About this exercise:
Copy, from the entries below, each line where the word "Nujoma" can be found.

Records to process:
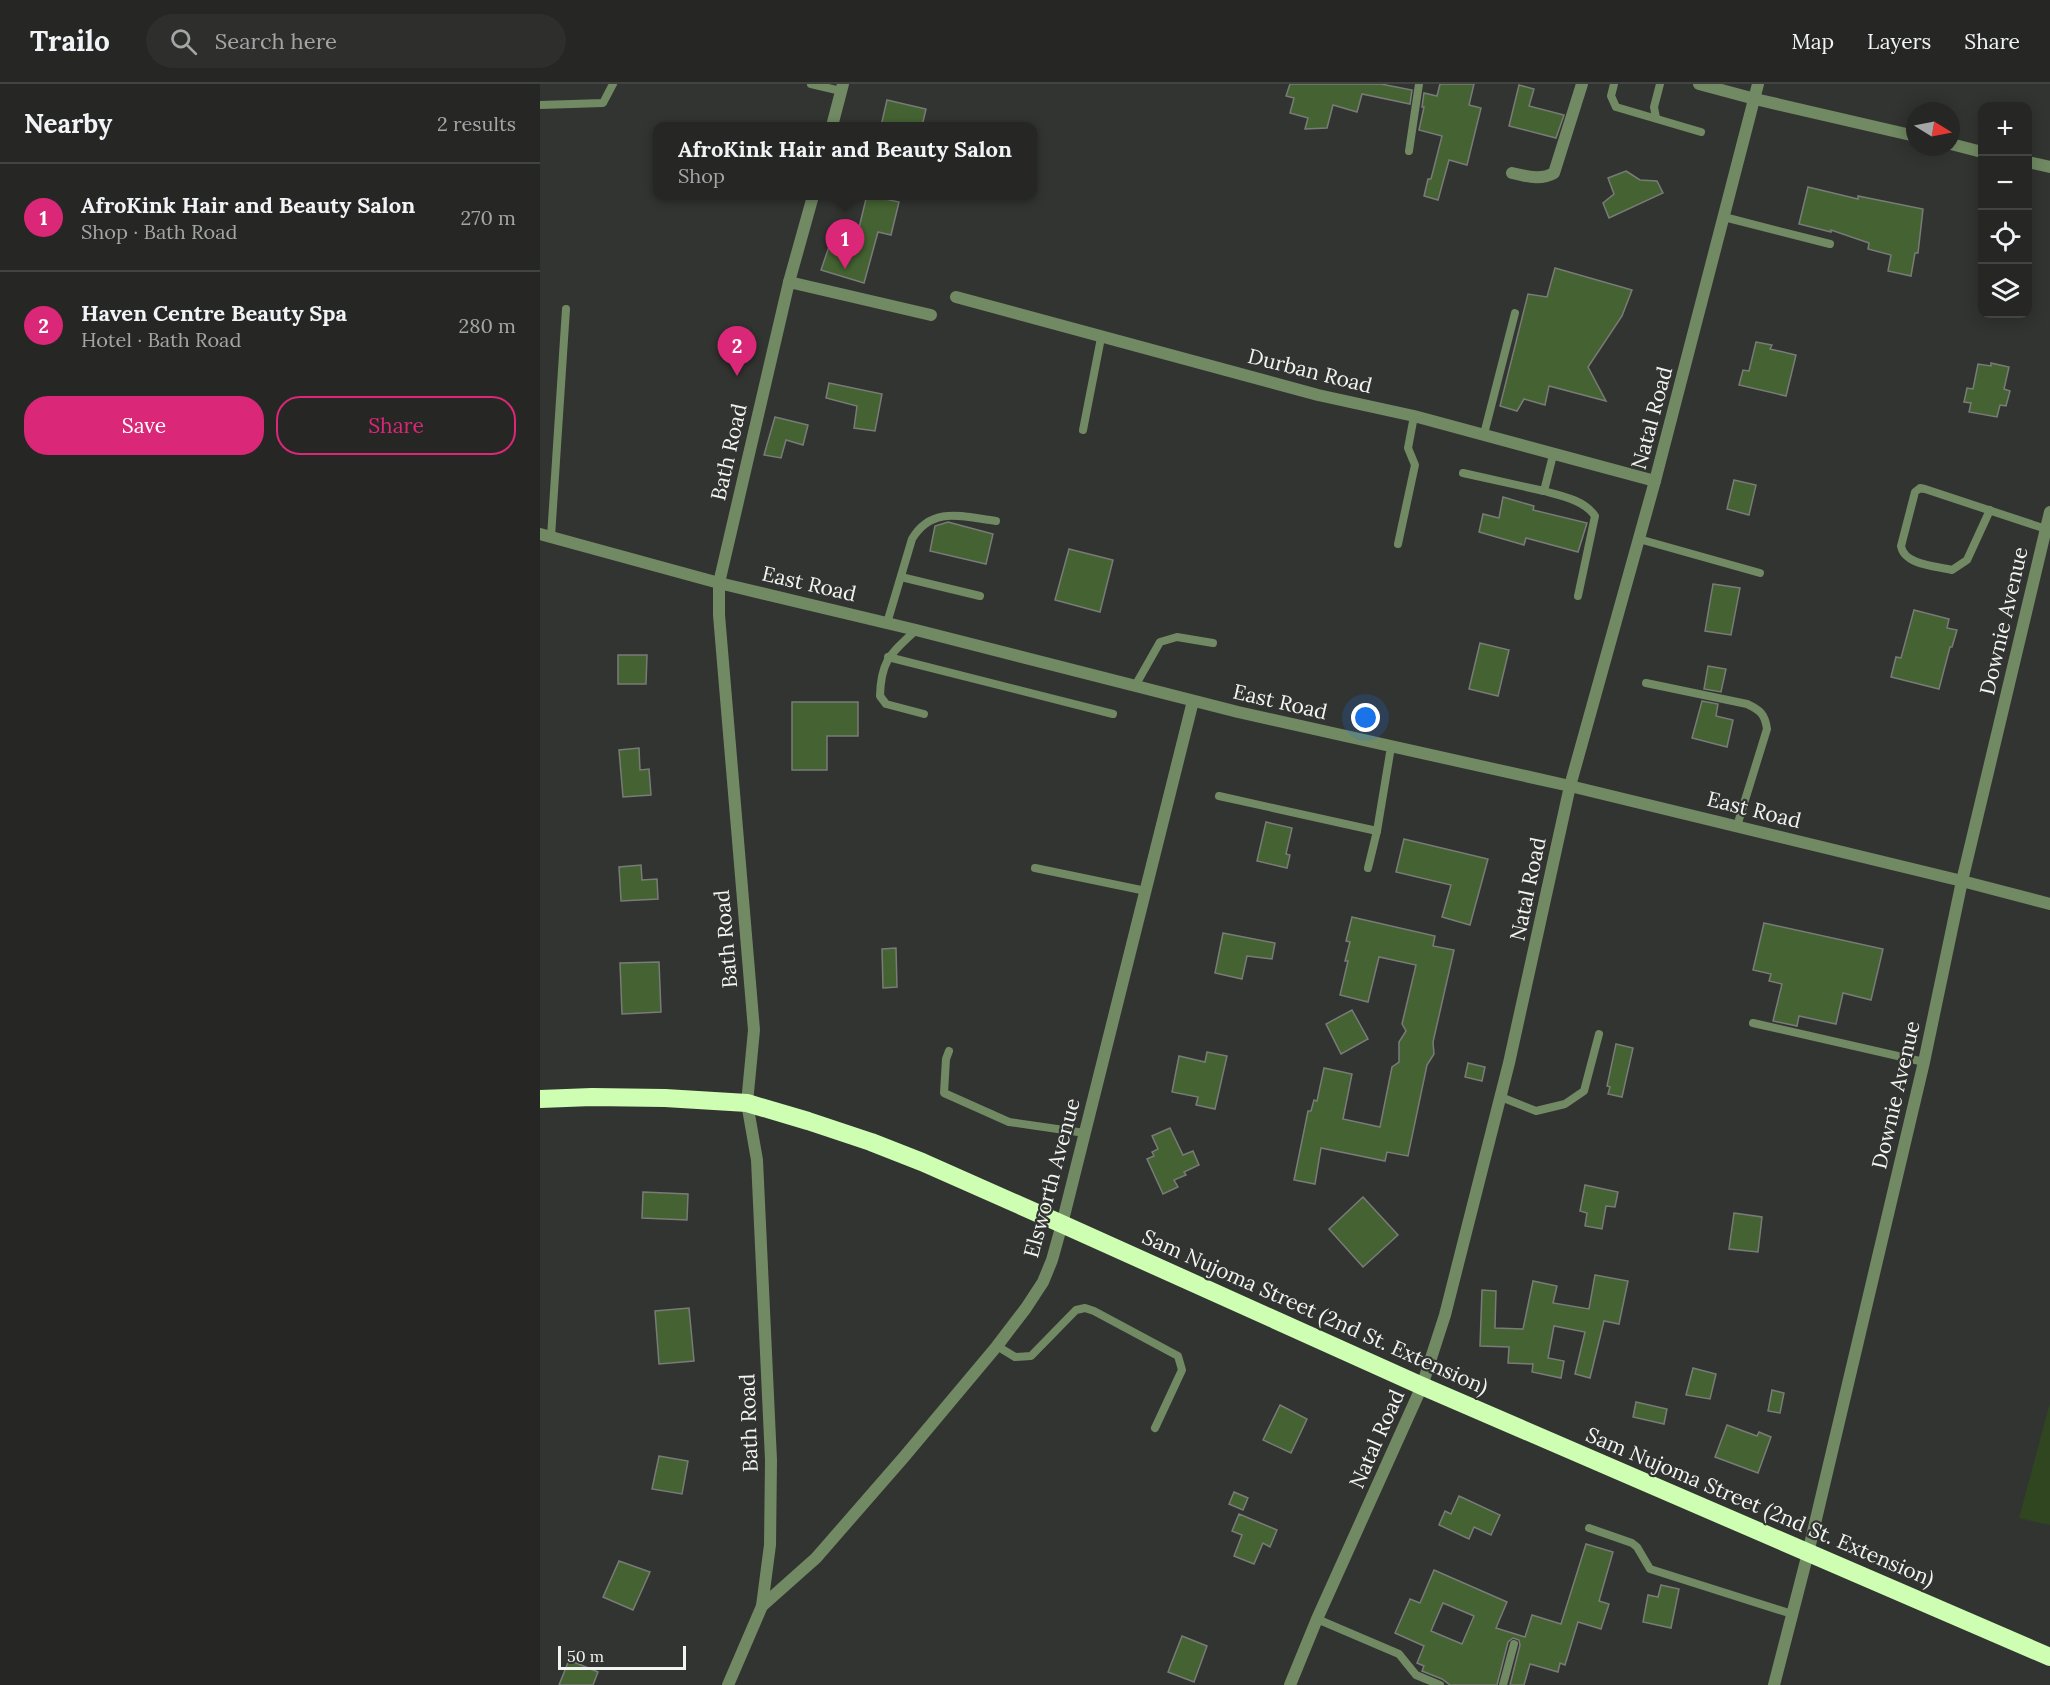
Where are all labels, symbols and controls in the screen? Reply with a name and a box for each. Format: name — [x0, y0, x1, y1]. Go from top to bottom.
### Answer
search box — [146, 14, 566, 68]
text: Trailo — [30, 23, 110, 59]
icon: search — [167, 25, 200, 58]
text: Search here — [215, 27, 337, 55]
text: Map — [1791, 28, 1834, 55]
text: Layers — [1867, 28, 1931, 55]
text: Share — [1964, 28, 2020, 55]
north arrow — [1906, 102, 1960, 156]
map controls — [1978, 102, 2032, 318]
button: + — [1978, 102, 2032, 156]
text: Nearby — [24, 107, 112, 140]
text: 2 results — [437, 111, 516, 136]
popup — [653, 122, 1037, 200]
text: AfroKink Hair and Beauty Salon — [678, 135, 1012, 163]
button: − — [1978, 156, 2032, 210]
text: Shop — [678, 163, 725, 188]
text: AfroKink Hair and Beauty Salon — [81, 191, 415, 219]
text: 1 — [39, 205, 48, 230]
text: 270 m — [460, 205, 516, 230]
button: locate — [1978, 210, 2032, 264]
text: Shop · Bath Road — [81, 219, 237, 244]
pin: 1 — [826, 220, 864, 269]
button: layers — [1978, 264, 2032, 318]
text: Haven Centre Beauty Spa — [81, 299, 347, 327]
text: 2 — [38, 313, 49, 338]
text: 280 m — [458, 313, 516, 338]
pin: 2 — [718, 326, 756, 376]
text: Hotel · Bath Road — [81, 327, 241, 352]
street label: Durban Road — [1245, 342, 1375, 399]
street label: Natal Road — [1625, 363, 1678, 472]
button: Save — [24, 396, 264, 455]
button: Share — [276, 396, 516, 455]
street label: Bath Road — [704, 401, 753, 503]
street label: Downie Avenue — [1973, 544, 2034, 698]
street label: East Road — [759, 560, 859, 607]
street label: East Road — [1230, 678, 1330, 725]
your location — [1351, 703, 1380, 732]
street label: East Road — [1704, 785, 1804, 834]
street label: Natal Road — [1503, 834, 1552, 943]
street label: Bath Road — [708, 889, 743, 989]
street label: Downie Avenue — [1865, 1018, 1926, 1172]
street label: Elsworth Avenue — [1017, 1095, 1086, 1261]
street label: Sam Nujoma Street (2nd St. Extension) — [1138, 1223, 1492, 1400]
street label: Bath Road — [733, 1373, 764, 1473]
street label: Natal Road — [1343, 1385, 1410, 1492]
street label: Sam Nujoma Street (2nd St. Extension) — [1582, 1421, 1938, 1592]
scale bar — [558, 1643, 686, 1670]
text: 50 m — [567, 1646, 604, 1666]

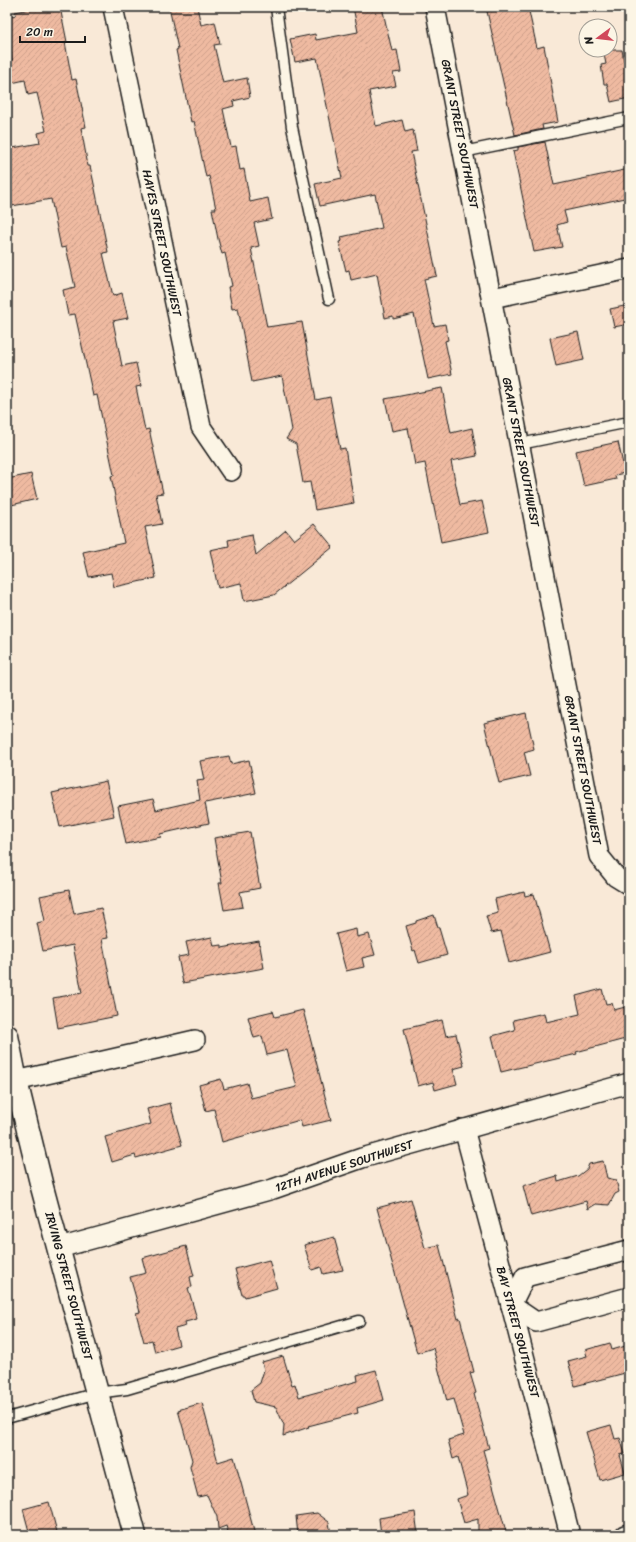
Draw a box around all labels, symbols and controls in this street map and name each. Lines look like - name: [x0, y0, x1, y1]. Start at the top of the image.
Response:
- scale bar: [20, 18, 85, 44]
- north arrow: [578, 18, 618, 58]
- text: 20 m: [26, 21, 53, 43]
- text: N: [579, 34, 599, 48]
- street label: GRANT STREET SOUTHWEST: [435, 57, 485, 211]
- street label: HAYES STREET SOUTHWEST: [136, 167, 189, 320]
- street label: GRANT STREET SOUTHWEST: [496, 375, 546, 529]
- street label: GRANT STREET SOUTHWEST: [558, 693, 608, 847]
- street label: 12TH AVENUE SOUTHWEST: [272, 1133, 417, 1199]
- street label: IRVING STREET SOUTHWEST: [38, 1208, 100, 1363]
- street label: BAY STREET SOUTHWEST: [490, 1264, 546, 1401]

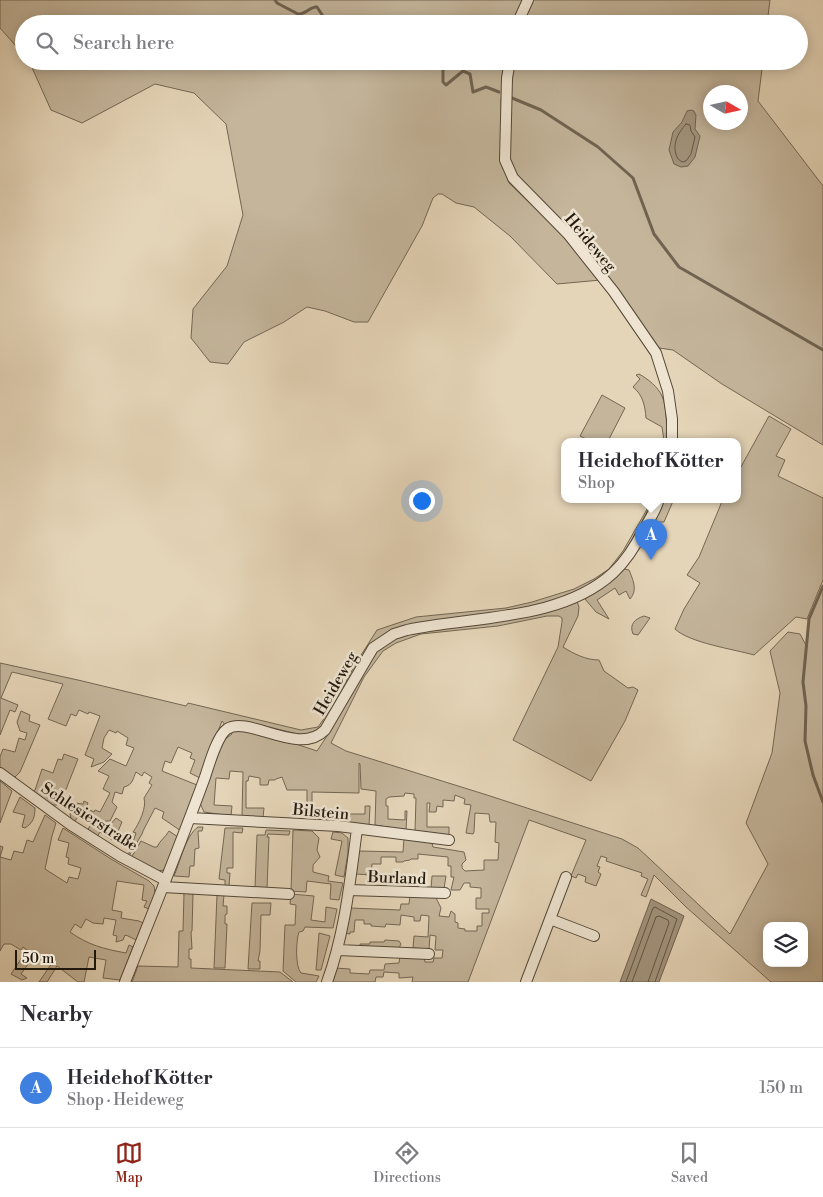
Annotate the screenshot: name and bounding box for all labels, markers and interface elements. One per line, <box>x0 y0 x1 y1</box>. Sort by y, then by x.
search box <box>15 15 808 70</box>
icon: search <box>33 29 61 57</box>
text: Search here <box>73 31 174 55</box>
north arrow <box>703 85 748 130</box>
street label: Heideweg <box>560 209 621 277</box>
popup <box>561 438 741 503</box>
text: Heidehof Kötter <box>578 449 724 473</box>
text: Shop <box>578 473 615 493</box>
your location <box>409 488 435 514</box>
pin: A <box>635 519 667 560</box>
street label: Heideweg <box>310 647 363 719</box>
street label: Schlesierstraße <box>37 778 142 856</box>
street label: Bilstein <box>291 799 351 824</box>
street label: Burland <box>366 867 427 889</box>
map controls <box>763 922 808 967</box>
button: layers <box>763 922 808 967</box>
scale bar <box>15 947 96 970</box>
text: 50 m <box>22 950 54 968</box>
text: Nearby <box>20 1002 93 1028</box>
text: Heidehof Kötter <box>67 1066 213 1090</box>
text: A <box>30 1078 42 1098</box>
text: 150 m <box>759 1078 803 1098</box>
text: Shop · Heideweg <box>67 1090 184 1110</box>
tab: Map <box>115 1139 143 1187</box>
tab: Directions <box>373 1139 441 1187</box>
tab: Saved <box>671 1139 708 1187</box>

Written reply:
street label: Sam Nujoma Street (2nd St. Extension) — [1138, 1223, 1492, 1400]
street label: Sam Nujoma Street (2nd St. Extension) — [1582, 1421, 1938, 1592]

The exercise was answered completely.